### WHAT YOU WILL DO
Retype each record exactly; no pictures.

EXTRACTED ENTRIES Start Marker

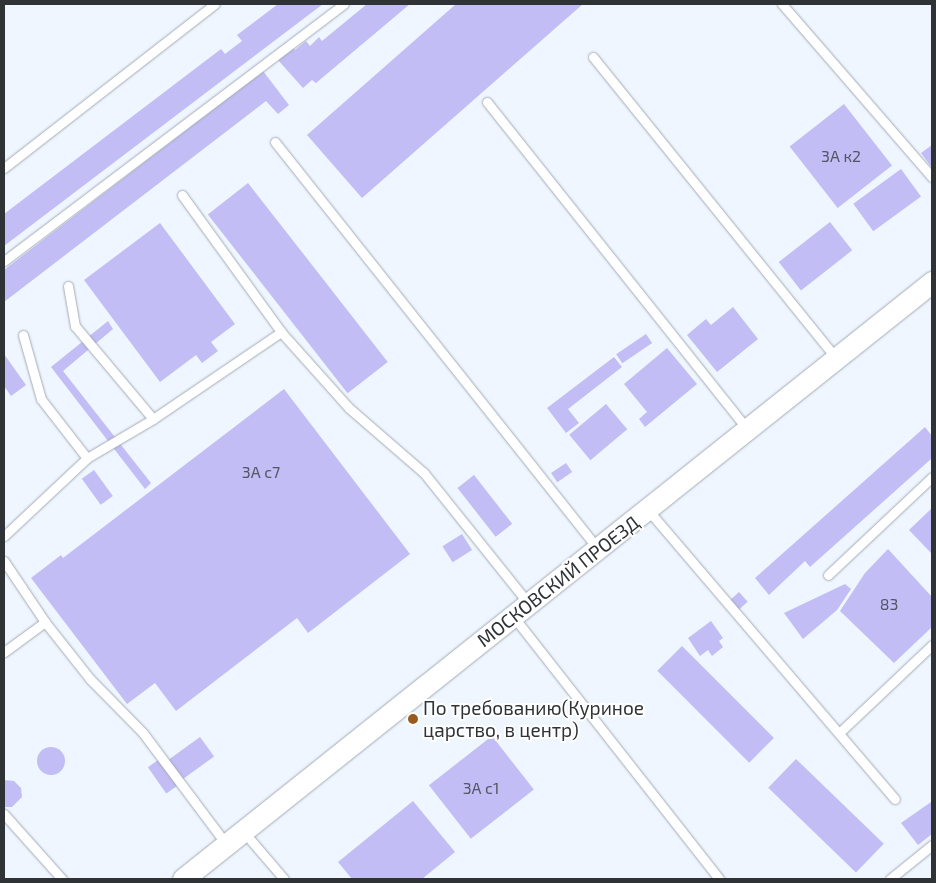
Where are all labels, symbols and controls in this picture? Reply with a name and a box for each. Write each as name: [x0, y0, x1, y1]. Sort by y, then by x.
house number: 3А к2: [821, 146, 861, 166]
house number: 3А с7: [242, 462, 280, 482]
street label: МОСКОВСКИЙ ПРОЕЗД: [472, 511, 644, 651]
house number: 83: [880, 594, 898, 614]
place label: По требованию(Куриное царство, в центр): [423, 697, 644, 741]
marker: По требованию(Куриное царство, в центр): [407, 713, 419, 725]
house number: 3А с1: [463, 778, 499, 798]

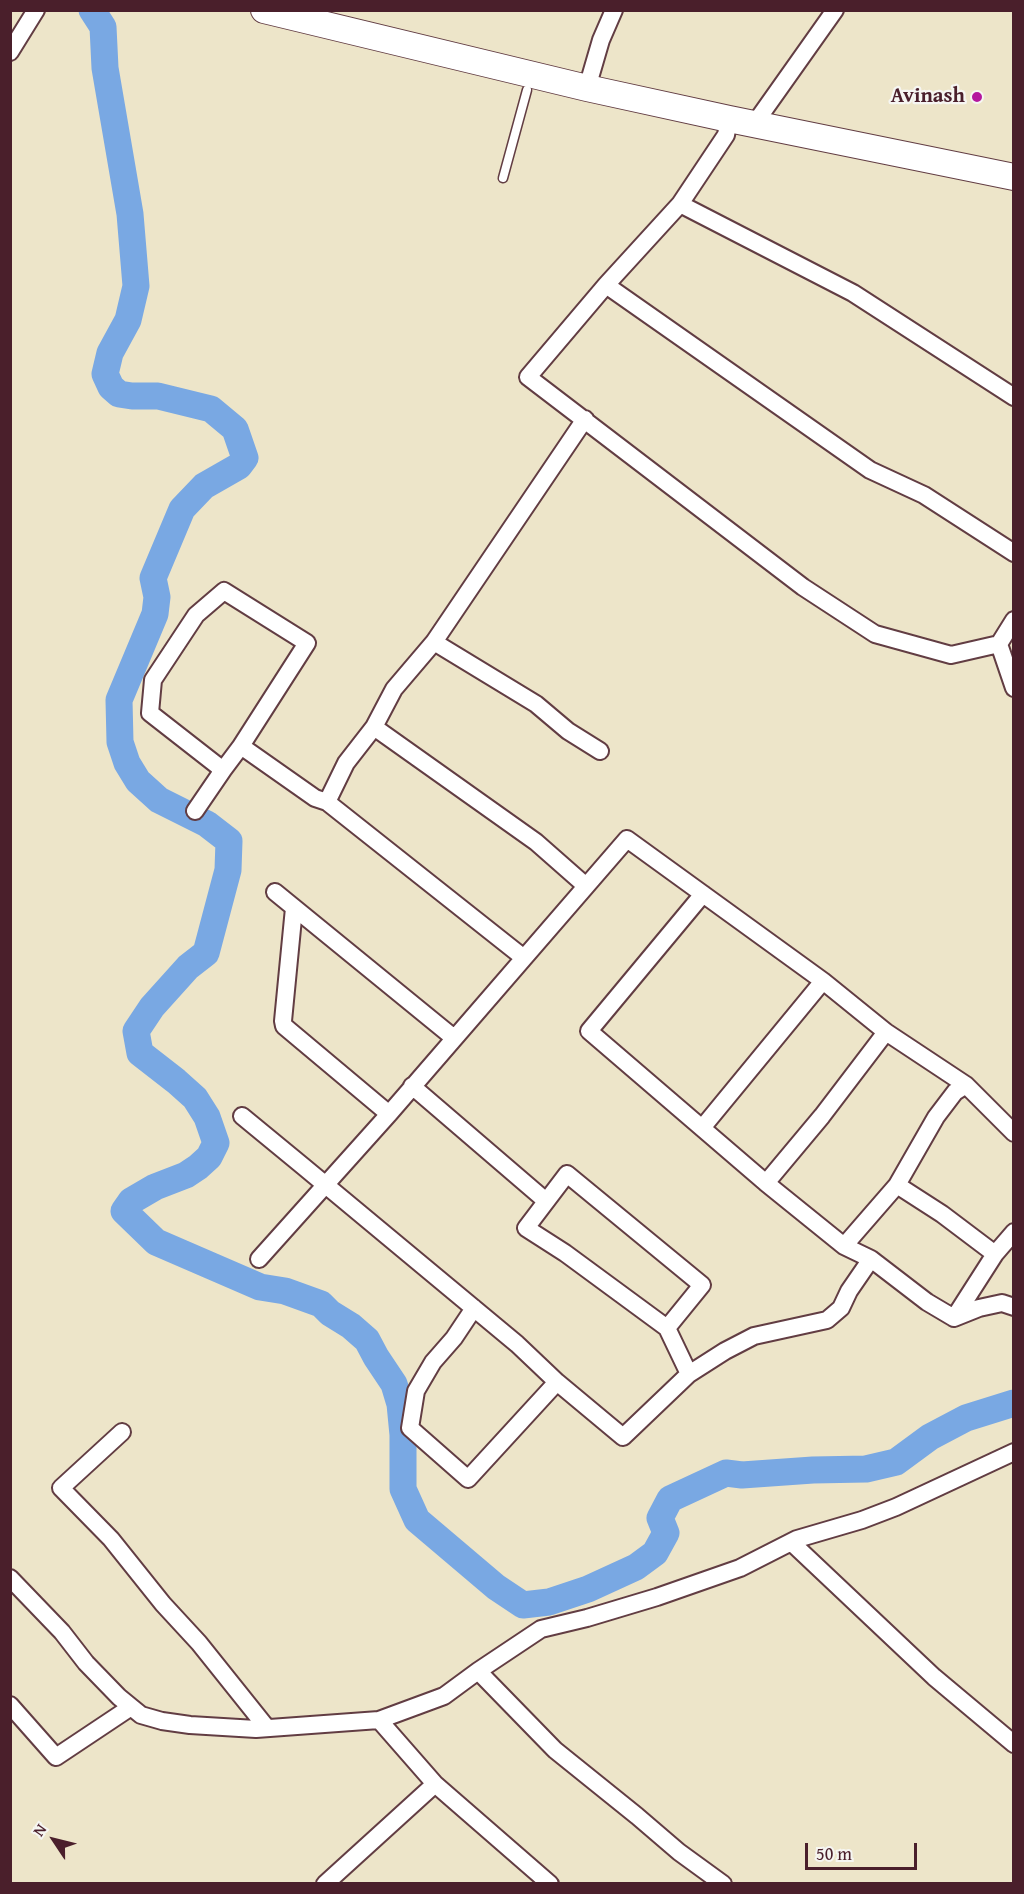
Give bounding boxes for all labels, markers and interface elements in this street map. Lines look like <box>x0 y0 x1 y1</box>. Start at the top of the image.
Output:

EXTRACTED ENTRIES End Marker

### WRITTEN SOLUTION
Where are all labels, symbols and controls in this picture? Reply with a name and a box for each. Write each as name: [x0, y0, x1, y1]. Sort by y, then by x.
house number: 3А к2: [821, 146, 861, 166]
house number: 3А с7: [242, 462, 280, 482]
street label: МОСКОВСКИЙ ПРОЕЗД: [472, 511, 644, 651]
house number: 83: [880, 594, 898, 614]
place label: По требованию(Куриное царство, в центр): [423, 697, 644, 741]
marker: По требованию(Куриное царство, в центр): [407, 713, 419, 725]
house number: 3А с1: [463, 778, 499, 798]

Give bounding boxes for all labels, markers and interface elements in this street map. Lines look like <box>x0 y0 x1 y1</box>. Start at the top of the image.
Output:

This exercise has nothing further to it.